Germanium Nanocrystals Embedded in Glass: They're Hotter Before They Melt and Colder Before They Freeze

11-Oct-2006

Scientists at the Department of Energy's Lawrence Berkeley National Laboratory have discovered that nanocrystals of germanium embedded in silica glass don't melt until the temperature rises almost 200 degrees Kelvin above the melting temperature of germanium in bulk. What's even more surprising, these melted nanocrystals have to be cooled more than 200 K below the bulk melting point before they resolidify. Such a large and nearly symmetrical "hysteresis" - the divergence of melting and freezing temperatures above and below the bulk melting point - has never before been observed for embedded nanoparticles.

To exploit these properties means understanding the melting/freezing transition of germanium under a variety of conditions. The researchers embedded nanoparticles averaging 2.5 nanometers in diameter in silica. What they encountered when they heated and cooled this system was completely unexpected.
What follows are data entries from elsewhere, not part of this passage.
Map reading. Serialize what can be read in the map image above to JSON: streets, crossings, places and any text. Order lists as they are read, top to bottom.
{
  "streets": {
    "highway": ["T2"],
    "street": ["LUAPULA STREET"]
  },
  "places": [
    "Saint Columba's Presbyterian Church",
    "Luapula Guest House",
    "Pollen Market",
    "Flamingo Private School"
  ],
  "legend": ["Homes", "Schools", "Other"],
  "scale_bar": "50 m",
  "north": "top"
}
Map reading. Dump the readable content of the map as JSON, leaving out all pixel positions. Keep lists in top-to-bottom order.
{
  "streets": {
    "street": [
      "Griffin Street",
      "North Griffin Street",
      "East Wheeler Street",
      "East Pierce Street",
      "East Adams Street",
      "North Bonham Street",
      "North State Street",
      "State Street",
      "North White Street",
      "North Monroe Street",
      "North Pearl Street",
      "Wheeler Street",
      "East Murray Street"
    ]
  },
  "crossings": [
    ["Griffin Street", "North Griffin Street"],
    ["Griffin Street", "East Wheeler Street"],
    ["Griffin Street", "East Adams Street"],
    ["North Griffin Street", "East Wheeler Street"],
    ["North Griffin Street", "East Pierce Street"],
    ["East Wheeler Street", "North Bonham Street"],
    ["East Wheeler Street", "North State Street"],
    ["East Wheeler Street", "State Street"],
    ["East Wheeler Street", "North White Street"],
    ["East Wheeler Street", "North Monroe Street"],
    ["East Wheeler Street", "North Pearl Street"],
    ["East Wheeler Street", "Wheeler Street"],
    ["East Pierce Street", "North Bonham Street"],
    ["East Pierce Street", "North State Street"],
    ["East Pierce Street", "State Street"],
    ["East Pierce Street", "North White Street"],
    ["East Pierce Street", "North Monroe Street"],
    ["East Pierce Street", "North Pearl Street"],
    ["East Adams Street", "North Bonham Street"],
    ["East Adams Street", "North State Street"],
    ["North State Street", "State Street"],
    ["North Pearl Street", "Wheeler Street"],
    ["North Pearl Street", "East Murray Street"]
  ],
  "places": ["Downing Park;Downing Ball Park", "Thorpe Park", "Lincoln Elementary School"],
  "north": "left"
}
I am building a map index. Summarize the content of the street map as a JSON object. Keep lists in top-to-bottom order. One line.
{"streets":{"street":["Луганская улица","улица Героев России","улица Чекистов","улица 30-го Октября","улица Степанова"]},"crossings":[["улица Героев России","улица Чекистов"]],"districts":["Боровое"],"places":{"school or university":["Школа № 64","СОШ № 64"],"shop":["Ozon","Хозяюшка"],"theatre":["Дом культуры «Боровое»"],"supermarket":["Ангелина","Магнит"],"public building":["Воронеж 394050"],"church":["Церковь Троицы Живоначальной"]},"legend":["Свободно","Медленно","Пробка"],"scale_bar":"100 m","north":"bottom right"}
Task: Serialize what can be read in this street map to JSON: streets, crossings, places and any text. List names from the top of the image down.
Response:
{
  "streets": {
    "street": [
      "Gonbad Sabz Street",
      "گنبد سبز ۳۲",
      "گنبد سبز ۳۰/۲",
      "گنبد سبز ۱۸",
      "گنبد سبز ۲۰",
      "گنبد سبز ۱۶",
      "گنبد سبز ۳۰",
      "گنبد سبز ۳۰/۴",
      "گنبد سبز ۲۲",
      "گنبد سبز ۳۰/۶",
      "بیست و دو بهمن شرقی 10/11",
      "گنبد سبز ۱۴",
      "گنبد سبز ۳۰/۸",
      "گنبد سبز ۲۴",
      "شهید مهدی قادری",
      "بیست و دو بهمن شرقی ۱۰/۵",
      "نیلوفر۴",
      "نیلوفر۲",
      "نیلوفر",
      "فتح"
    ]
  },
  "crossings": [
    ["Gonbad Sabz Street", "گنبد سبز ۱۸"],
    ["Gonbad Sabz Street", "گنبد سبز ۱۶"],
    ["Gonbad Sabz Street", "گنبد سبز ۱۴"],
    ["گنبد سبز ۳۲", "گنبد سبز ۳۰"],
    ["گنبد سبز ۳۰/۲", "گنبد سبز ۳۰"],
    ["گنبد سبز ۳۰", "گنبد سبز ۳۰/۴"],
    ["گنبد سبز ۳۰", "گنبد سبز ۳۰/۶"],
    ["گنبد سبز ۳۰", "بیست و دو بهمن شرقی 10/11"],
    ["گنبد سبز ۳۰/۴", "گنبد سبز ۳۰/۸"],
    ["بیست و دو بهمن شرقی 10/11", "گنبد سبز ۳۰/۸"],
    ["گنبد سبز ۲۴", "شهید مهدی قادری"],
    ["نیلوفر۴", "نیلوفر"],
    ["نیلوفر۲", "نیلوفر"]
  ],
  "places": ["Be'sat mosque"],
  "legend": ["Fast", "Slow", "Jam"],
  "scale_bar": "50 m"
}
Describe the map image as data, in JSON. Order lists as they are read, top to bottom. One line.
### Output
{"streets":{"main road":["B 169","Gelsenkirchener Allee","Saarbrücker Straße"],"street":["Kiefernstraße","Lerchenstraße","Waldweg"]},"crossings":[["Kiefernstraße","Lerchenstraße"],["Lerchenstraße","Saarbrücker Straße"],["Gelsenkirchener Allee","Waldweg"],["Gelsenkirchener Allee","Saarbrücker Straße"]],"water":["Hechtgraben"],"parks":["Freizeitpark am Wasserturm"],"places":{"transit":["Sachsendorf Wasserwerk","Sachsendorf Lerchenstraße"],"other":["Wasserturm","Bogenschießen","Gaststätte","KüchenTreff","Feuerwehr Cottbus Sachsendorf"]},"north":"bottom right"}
For almost a hundred years, theorists and experimenters have studied how the size of a crystal affects melting and freezing, the transition between the liquid and solid state of a material. For most crystalline materials, the smaller the size, the lower the melting temperature. The melting temperature of a free-standing metal or semiconductor nanocrystal, typically comprised of a few hundred to a few thousand atoms, may be more than 300 degrees Kelvin below the melting temperature of the same material in bulk.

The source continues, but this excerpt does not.